(Given information Opens)
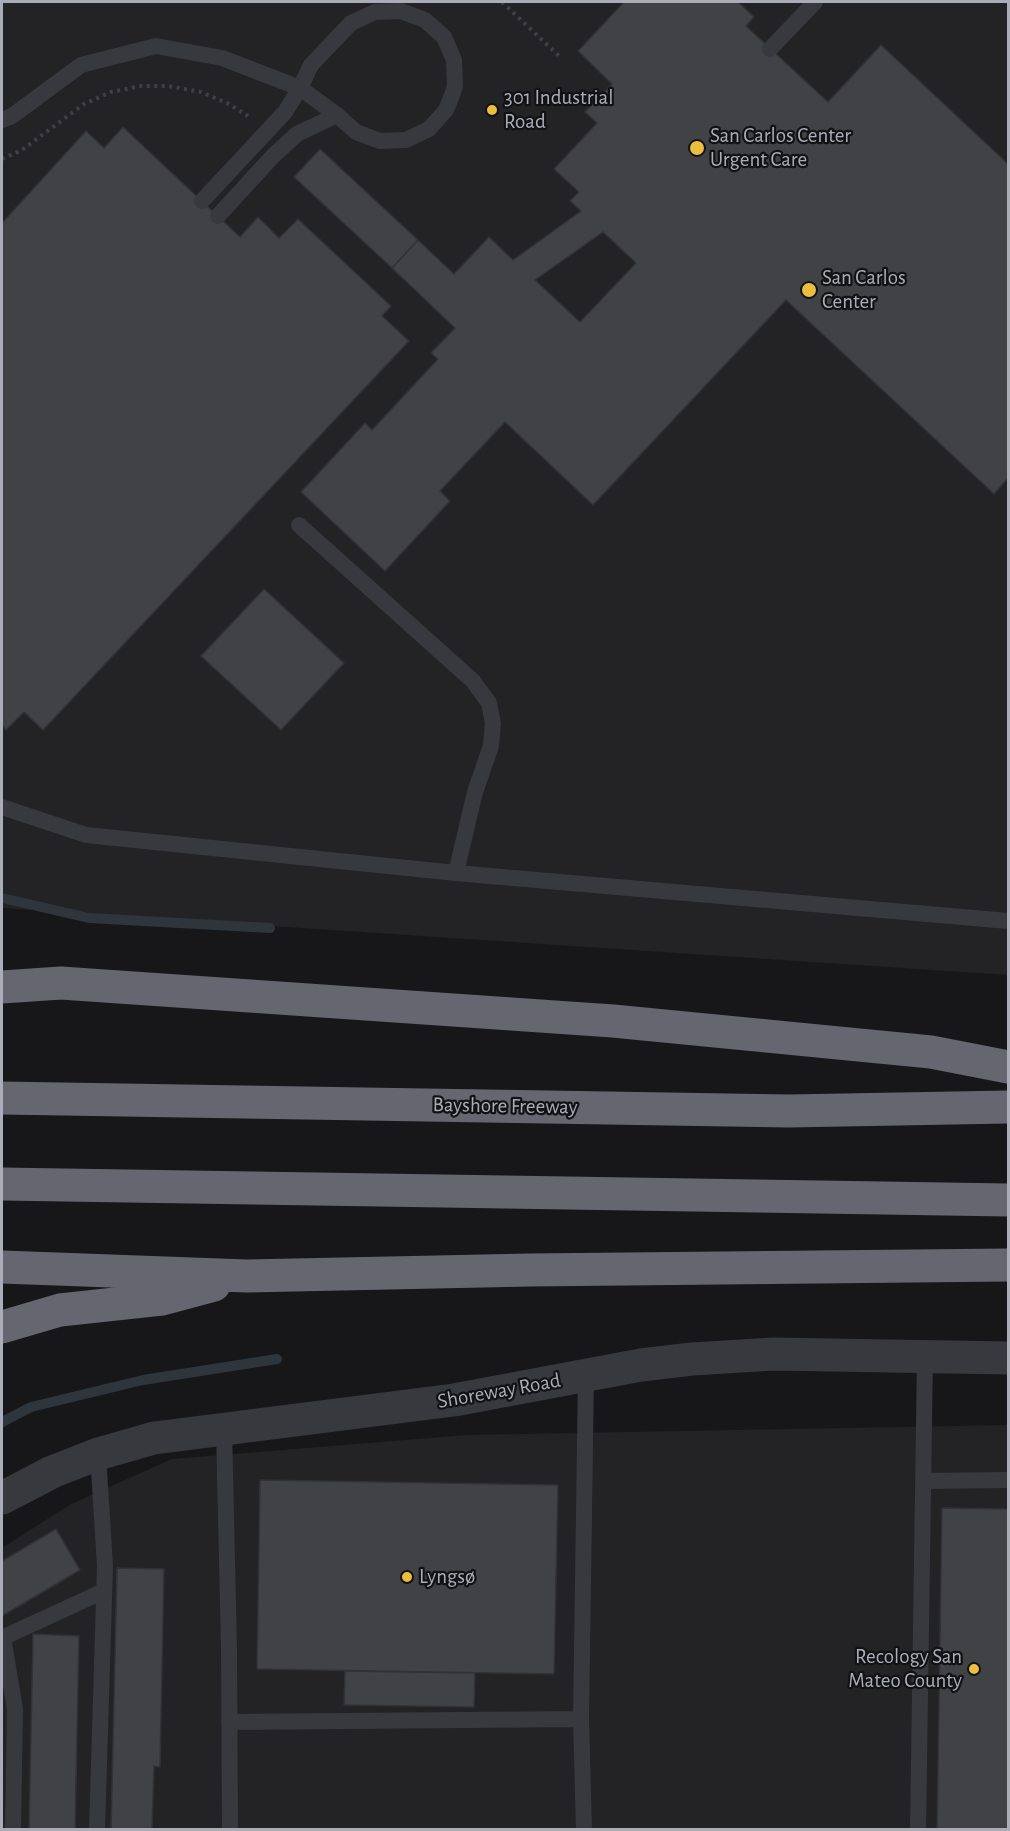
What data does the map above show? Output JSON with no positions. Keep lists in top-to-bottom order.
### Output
{
  "streets": {
    "highway": ["Bayshore Freeway"],
    "street": ["Shoreway Road"]
  },
  "places": [
    "301 Industrial Road",
    "San Carlos Center Urgent Care",
    "San Carlos Center",
    "Lyngsø",
    "Recology San Mateo County"
  ]
}
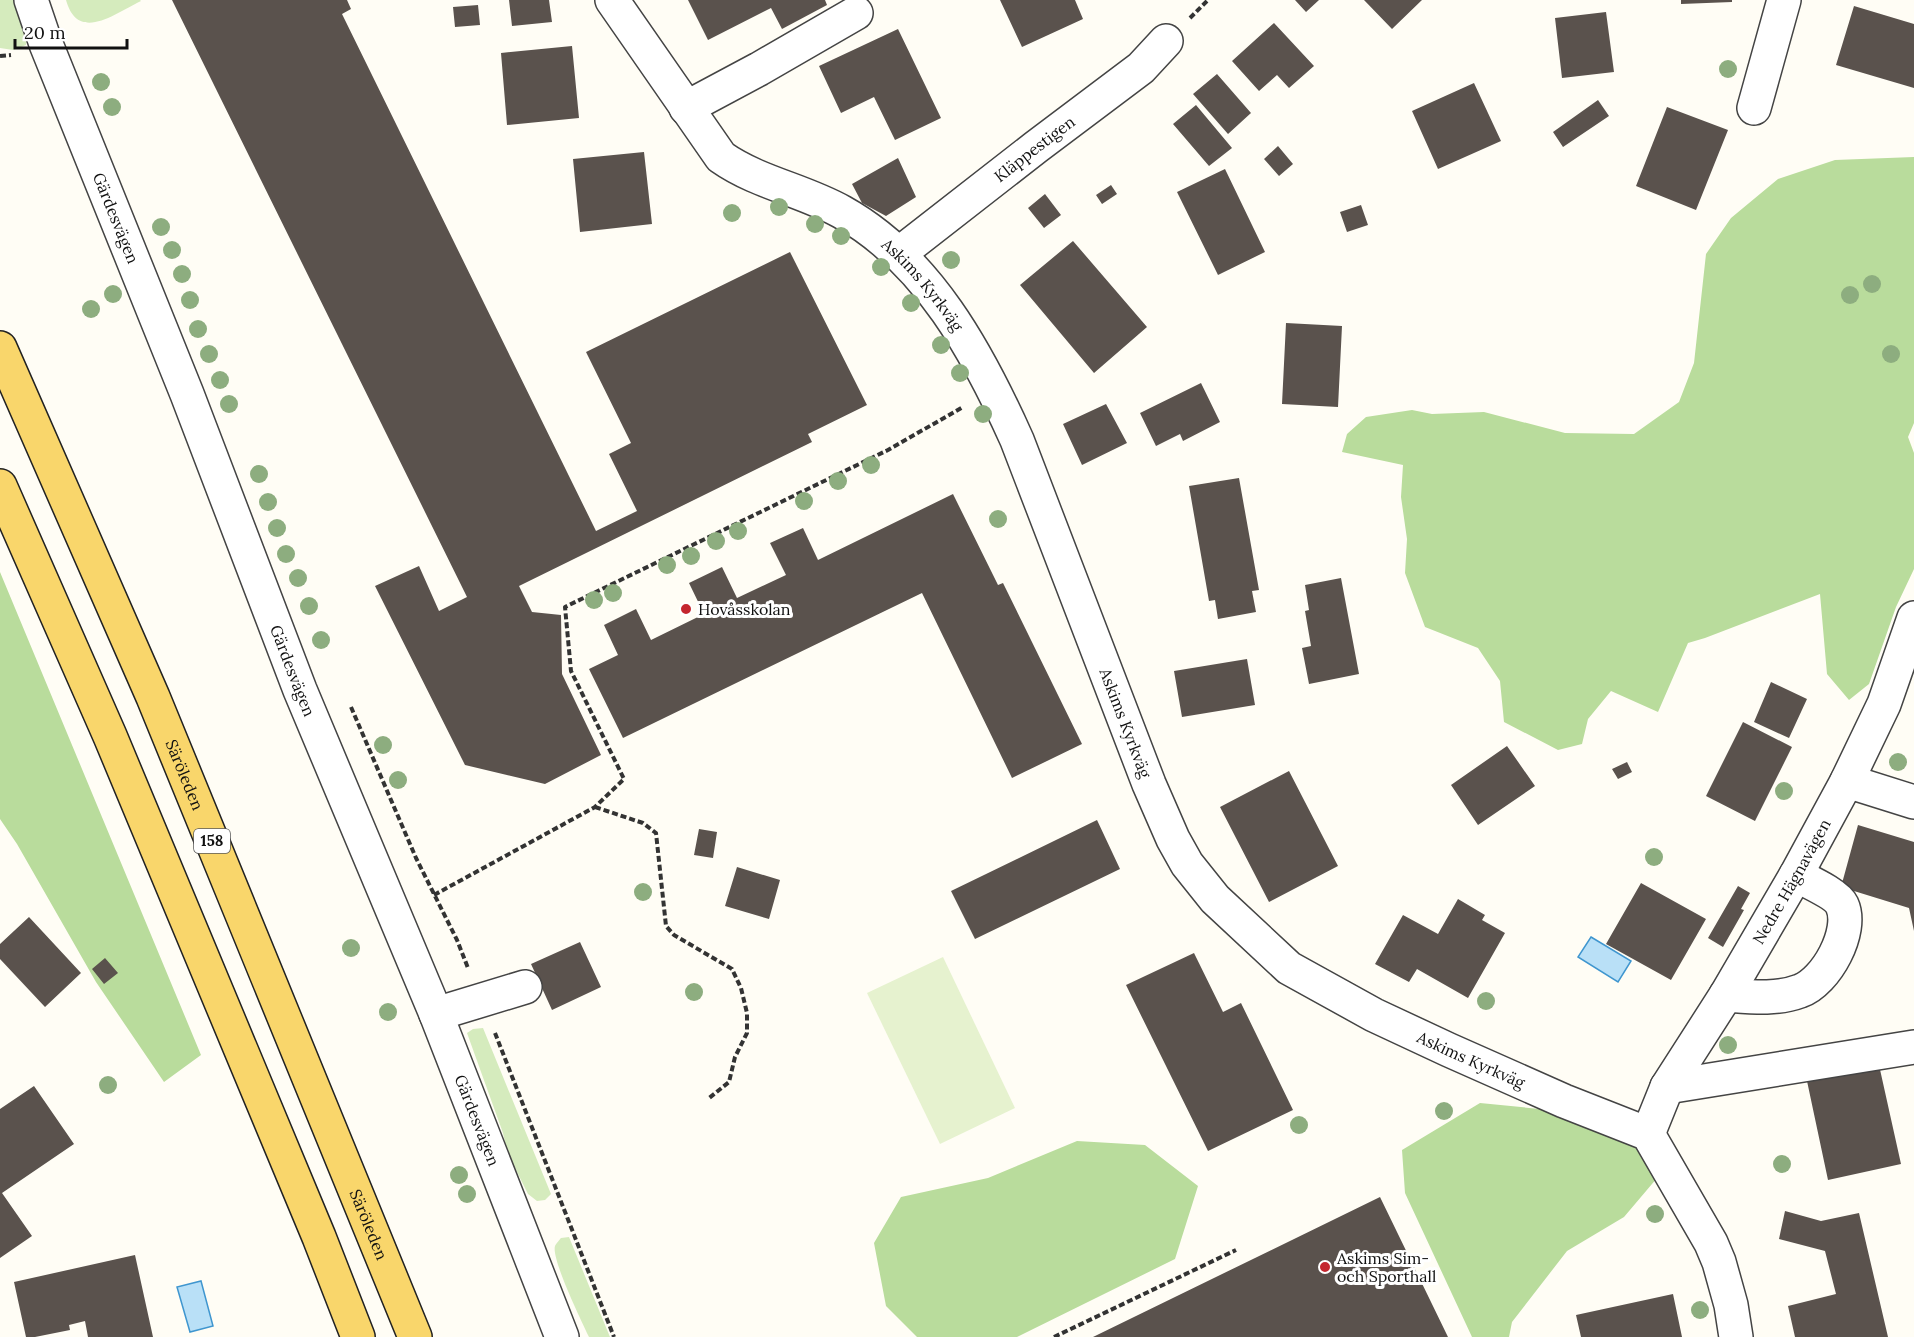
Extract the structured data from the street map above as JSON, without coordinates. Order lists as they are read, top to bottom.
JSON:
{
  "streets": {
    "main road": ["Säröleden", "158"],
    "street": [
      "Kläppestigen",
      "Gärdesvägen",
      "Askims Kyrkväg",
      "Nedre Hägnavägen"
    ]
  },
  "crossings": [
    ["Kläppestigen", "Askims Kyrkväg"],
    ["Askims Kyrkväg", "Nedre Hägnavägen"]
  ],
  "places": ["Hovåsskolan", "Askims Sim- och Sporthall"],
  "scale_bar": "20 m"
}
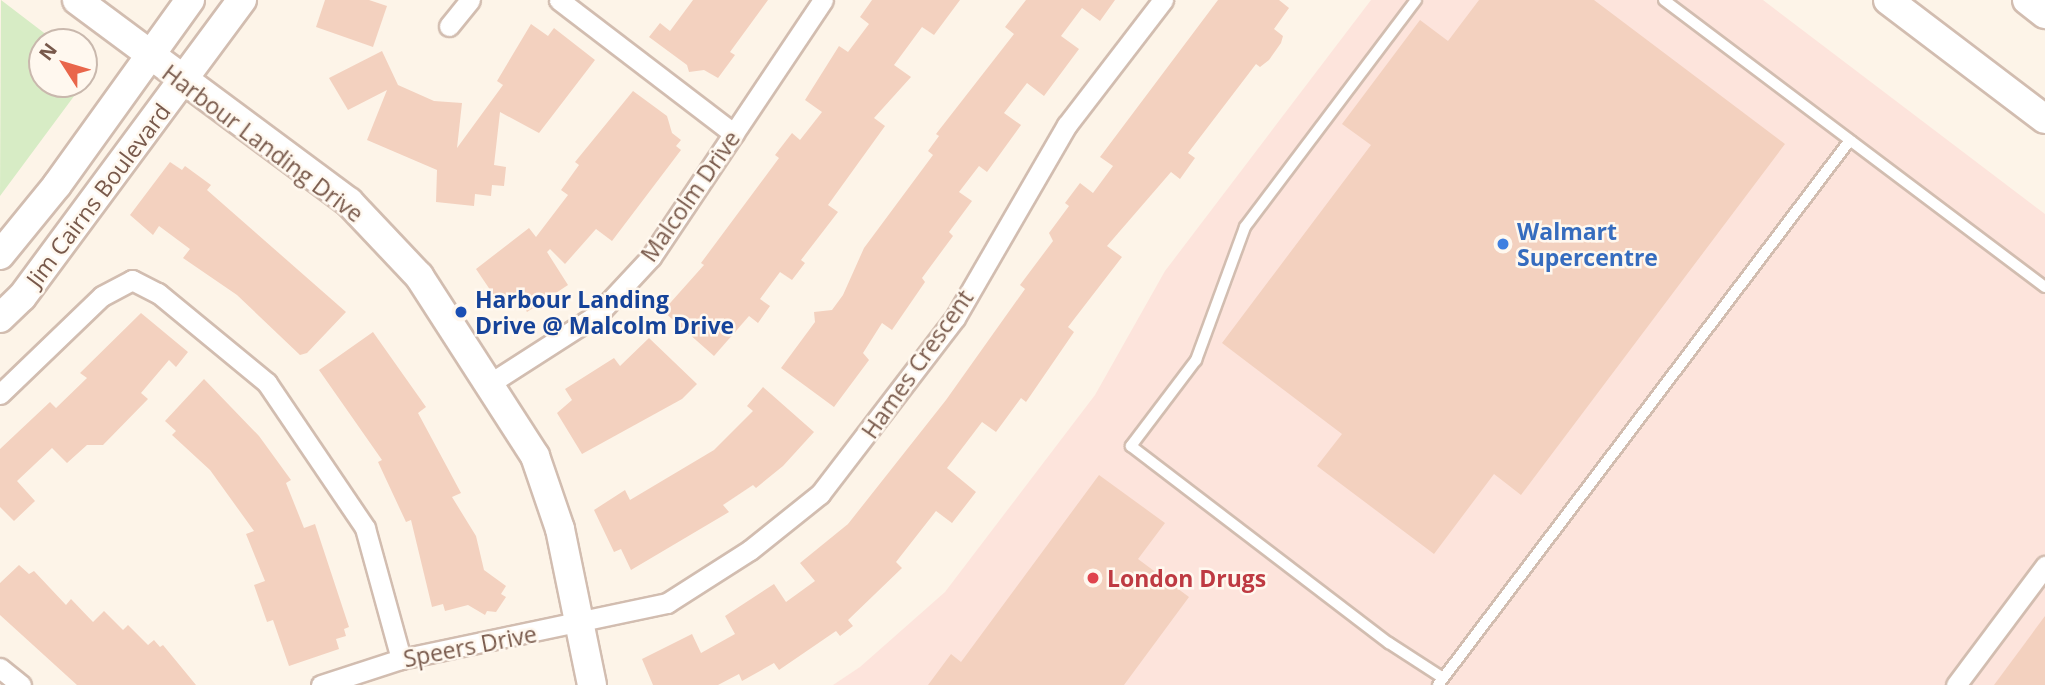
(Given information Closes)
What the task requires –
Recopy the whole listing above precisely, excluding images.

Task response –
What data does the map above show? Output JSON with no positions. Keep lists in top-to-bottom order.
### Output
{
  "streets": {
    "highway": ["Bayshore Freeway"],
    "street": ["Shoreway Road"]
  },
  "places": [
    "301 Industrial Road",
    "San Carlos Center Urgent Care",
    "San Carlos Center",
    "Lyngsø",
    "Recology San Mateo County"
  ]
}
Extract the structured data from the street map above as JSON, without coordinates. Order lists as they are read, top to bottom.
JSON:
{
  "streets": {
    "main road": ["Säröleden", "158"],
    "street": [
      "Kläppestigen",
      "Gärdesvägen",
      "Askims Kyrkväg",
      "Nedre Hägnavägen"
    ]
  },
  "crossings": [
    ["Kläppestigen", "Askims Kyrkväg"],
    ["Askims Kyrkväg", "Nedre Hägnavägen"]
  ],
  "places": ["Hovåsskolan", "Askims Sim- och Sporthall"],
  "scale_bar": "20 m"
}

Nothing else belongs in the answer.